Luxembourg allowed two Engie group companies to avoid paying taxes on almost all their profits for about a decade, according to the findings of an in-depth investigation launched by European Commission.

“Luxembourg gave illegal tax benefits to Engie,” said Commissioner Margrethe Vestager, in charge of competition policy.

“Its tax rulings have endorsed two complex financing structures put in place by Engie that treat the same transaction in an inconsistent way, both as debt and as equity,” explained Vestager. “This artificially reduced the company’s tax burden. As a result, Engie paid an effective corporate tax rate of 0.3% on certain profits in Luxembourg for about a decade. This selective tax treatment is illegal.”

According to a Commission press release, this is illegal under EU State aid rules because it gives Engie an undue advantage. Luxembourg must now recover about €120m in unpaid tax.

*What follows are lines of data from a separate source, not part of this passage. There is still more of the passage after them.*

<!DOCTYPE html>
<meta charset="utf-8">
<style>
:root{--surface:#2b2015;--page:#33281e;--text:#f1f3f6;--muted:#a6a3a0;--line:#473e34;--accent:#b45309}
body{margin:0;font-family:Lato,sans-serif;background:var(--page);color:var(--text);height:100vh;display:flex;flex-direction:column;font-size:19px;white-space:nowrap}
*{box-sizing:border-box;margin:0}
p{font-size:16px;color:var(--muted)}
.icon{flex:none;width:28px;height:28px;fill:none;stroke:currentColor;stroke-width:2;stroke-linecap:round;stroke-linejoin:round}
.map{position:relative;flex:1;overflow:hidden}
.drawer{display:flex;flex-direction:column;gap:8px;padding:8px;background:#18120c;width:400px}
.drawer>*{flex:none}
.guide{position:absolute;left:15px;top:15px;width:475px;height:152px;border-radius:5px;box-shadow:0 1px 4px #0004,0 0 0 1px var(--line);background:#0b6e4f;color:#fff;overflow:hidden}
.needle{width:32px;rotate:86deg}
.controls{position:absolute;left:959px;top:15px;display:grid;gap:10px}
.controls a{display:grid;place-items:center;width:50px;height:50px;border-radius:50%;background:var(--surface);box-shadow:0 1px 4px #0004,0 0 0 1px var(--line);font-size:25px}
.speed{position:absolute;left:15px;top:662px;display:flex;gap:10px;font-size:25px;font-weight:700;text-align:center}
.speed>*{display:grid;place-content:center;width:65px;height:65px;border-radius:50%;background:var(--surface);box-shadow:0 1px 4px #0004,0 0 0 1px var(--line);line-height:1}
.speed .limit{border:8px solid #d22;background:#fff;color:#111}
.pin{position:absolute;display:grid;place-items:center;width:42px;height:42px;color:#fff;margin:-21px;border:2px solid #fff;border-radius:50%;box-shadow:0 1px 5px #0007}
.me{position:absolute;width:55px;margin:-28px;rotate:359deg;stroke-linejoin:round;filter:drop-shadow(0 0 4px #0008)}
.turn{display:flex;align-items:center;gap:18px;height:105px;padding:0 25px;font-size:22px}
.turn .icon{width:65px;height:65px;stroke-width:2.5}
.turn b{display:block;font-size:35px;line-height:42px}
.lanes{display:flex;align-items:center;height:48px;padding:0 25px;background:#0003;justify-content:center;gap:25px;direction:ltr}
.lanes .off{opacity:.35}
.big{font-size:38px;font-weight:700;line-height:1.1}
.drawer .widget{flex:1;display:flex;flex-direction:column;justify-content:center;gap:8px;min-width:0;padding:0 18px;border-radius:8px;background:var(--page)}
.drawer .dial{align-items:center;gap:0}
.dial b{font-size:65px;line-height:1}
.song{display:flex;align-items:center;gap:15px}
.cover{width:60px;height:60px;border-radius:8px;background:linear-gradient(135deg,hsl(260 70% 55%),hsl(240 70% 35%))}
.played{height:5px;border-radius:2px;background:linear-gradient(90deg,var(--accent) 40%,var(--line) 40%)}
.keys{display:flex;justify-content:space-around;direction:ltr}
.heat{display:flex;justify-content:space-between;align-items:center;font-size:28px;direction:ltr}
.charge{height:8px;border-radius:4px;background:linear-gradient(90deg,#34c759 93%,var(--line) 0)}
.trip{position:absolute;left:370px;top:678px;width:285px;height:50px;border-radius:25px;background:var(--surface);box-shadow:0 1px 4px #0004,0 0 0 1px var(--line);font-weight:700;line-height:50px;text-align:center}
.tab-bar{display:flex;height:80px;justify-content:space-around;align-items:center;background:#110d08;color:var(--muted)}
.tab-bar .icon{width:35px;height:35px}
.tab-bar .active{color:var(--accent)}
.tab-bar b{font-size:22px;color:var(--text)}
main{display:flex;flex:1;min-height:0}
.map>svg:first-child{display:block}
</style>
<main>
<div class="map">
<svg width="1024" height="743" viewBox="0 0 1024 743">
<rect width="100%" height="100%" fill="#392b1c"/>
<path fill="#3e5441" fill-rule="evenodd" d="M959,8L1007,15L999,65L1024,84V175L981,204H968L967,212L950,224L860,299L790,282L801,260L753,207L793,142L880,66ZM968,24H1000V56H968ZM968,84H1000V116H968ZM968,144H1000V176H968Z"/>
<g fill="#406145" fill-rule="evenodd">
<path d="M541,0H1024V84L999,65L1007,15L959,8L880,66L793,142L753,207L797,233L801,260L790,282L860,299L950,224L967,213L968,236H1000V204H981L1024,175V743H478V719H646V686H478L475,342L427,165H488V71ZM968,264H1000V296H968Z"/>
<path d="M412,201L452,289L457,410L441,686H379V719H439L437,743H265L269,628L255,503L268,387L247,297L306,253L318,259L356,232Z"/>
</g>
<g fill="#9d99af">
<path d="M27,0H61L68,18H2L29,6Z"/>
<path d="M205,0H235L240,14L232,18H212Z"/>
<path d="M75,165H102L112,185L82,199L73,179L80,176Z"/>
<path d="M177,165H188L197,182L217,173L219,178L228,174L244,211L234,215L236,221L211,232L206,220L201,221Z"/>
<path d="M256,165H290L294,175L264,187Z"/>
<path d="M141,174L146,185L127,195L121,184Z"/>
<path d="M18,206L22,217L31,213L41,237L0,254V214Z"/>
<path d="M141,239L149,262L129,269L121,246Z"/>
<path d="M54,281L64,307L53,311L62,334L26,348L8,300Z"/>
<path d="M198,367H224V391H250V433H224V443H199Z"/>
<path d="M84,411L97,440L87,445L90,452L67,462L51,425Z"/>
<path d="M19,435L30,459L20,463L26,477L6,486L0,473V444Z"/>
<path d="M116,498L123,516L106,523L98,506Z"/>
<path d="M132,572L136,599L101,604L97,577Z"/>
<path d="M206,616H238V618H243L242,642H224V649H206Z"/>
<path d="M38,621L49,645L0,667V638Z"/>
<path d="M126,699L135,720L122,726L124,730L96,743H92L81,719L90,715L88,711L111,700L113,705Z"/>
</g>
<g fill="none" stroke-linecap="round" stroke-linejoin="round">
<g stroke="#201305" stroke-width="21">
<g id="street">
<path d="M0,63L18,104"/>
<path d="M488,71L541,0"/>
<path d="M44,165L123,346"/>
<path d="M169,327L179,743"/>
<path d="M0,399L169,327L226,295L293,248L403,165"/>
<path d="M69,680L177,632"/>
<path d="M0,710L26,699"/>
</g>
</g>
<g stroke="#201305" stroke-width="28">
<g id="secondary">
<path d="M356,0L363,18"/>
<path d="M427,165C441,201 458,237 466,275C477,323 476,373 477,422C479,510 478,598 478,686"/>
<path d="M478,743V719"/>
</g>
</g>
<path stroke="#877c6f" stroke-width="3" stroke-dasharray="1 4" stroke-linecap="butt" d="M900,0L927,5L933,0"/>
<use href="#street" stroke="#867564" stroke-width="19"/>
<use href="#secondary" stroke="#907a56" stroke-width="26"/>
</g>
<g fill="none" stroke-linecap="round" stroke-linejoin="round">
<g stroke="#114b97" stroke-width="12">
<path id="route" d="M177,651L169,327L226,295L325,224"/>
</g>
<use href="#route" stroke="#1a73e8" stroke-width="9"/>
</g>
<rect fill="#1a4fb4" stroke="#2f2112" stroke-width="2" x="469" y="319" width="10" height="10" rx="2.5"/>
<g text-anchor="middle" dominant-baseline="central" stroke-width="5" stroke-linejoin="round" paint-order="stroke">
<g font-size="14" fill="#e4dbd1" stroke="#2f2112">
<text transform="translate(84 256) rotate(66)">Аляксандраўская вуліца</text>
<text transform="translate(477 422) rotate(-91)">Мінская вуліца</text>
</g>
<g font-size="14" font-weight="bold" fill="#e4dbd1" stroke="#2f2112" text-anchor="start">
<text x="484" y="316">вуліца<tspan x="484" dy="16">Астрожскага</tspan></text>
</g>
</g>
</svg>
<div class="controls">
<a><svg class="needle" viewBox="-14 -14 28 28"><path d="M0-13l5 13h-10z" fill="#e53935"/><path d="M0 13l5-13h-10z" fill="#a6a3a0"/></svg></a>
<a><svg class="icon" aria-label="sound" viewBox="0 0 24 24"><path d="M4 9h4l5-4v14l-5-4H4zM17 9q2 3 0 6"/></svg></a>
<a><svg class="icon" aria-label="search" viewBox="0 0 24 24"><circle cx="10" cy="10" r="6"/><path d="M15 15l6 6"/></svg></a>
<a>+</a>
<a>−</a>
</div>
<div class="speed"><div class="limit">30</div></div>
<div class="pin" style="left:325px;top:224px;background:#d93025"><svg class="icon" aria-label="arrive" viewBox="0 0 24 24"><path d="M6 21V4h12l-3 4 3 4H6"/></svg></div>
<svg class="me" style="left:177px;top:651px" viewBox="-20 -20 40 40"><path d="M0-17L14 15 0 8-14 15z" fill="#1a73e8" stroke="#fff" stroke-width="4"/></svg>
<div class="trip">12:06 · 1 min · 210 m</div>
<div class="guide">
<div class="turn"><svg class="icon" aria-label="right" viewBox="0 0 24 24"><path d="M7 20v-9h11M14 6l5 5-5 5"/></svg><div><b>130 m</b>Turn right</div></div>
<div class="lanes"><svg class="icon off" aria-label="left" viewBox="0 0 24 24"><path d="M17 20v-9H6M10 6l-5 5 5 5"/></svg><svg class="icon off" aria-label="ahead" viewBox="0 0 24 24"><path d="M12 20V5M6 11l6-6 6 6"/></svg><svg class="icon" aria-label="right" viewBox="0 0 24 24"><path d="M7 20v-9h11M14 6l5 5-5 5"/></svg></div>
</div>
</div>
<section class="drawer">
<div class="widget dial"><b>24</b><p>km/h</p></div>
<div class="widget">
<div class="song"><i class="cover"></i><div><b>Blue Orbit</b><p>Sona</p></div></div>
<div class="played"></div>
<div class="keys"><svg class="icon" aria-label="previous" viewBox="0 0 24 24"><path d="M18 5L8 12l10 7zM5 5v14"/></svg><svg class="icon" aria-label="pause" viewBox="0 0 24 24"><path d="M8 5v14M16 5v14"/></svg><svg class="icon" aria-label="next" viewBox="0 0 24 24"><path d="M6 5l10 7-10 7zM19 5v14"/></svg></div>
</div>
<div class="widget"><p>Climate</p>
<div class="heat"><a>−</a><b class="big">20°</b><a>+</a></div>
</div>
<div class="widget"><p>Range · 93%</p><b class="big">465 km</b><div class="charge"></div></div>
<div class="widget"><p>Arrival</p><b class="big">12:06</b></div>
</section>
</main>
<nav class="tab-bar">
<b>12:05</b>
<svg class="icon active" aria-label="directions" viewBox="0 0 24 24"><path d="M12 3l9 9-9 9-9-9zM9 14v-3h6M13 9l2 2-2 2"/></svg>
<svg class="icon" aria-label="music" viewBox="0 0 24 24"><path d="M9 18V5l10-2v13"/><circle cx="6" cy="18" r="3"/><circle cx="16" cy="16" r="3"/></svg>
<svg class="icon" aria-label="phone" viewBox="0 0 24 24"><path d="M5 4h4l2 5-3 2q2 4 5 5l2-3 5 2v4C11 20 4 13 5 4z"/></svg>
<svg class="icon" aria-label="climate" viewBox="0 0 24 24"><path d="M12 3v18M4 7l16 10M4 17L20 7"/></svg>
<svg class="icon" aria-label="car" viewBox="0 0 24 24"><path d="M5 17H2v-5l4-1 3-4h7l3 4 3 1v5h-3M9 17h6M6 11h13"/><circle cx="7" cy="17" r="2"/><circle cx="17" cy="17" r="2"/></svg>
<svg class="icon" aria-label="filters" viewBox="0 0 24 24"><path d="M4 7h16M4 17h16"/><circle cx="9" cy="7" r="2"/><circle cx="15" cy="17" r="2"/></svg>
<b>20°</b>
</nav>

Following the investigation launched in September 2016, the Commission concluded that two sets of tax rulings issued by Luxembourg have artificially lowered Engie’s tax burden in Luxembourg for about a decade, without any valid justification.

In 2008 and 2010, respectively, Engie implemented two complex intra-group financing structures for two Engie group companies in Luxembourg, Engie LNG Supply and Engie Treasury Management. These involved a triangular transaction between Engie LNG Supply and Engie Treasury Management, respectively, and two other Engie group companies in Luxembourg.

The Commission concluded that Luxembourg’s tax treatment of these financing structures did not reflect economic reality. Tax rulings issued by Luxembourg endorsed an inconsistent treatment of the same transaction both as debt and as equity.

This is not the first investigation launched by the Commission. Since June 2013, Brussels has been investigating individual tax rulings of member states under EU State aid rules. It extended this information inquiry to all member states in December 2014.

In October 2015, the Commission concluded that Luxembourg and the Netherlands had granted selective tax advantages to Fiat and Starbucks, respectively. In January 2016, the Commission concluded that selective tax advantages granted by Belgium to at least 35 multinationals, mainly from the EU, under its “excess profit” tax scheme are illegal under EU State aid rules.

In August 2016, the Commission concluded that Ireland granted undue tax benefits of up to €13bn to Apple. In October 2017, the Commission concluded that Luxembourg granted undue tax benefits of up to €250m to Amazon.

The Commission also has two ongoing in-depth investigations concerning tax rulings issued by Luxembourg in favour of Mc Donald’s and Inter IKEA, and one investigation concerning a tax scheme for multinationals in the United Kingdom.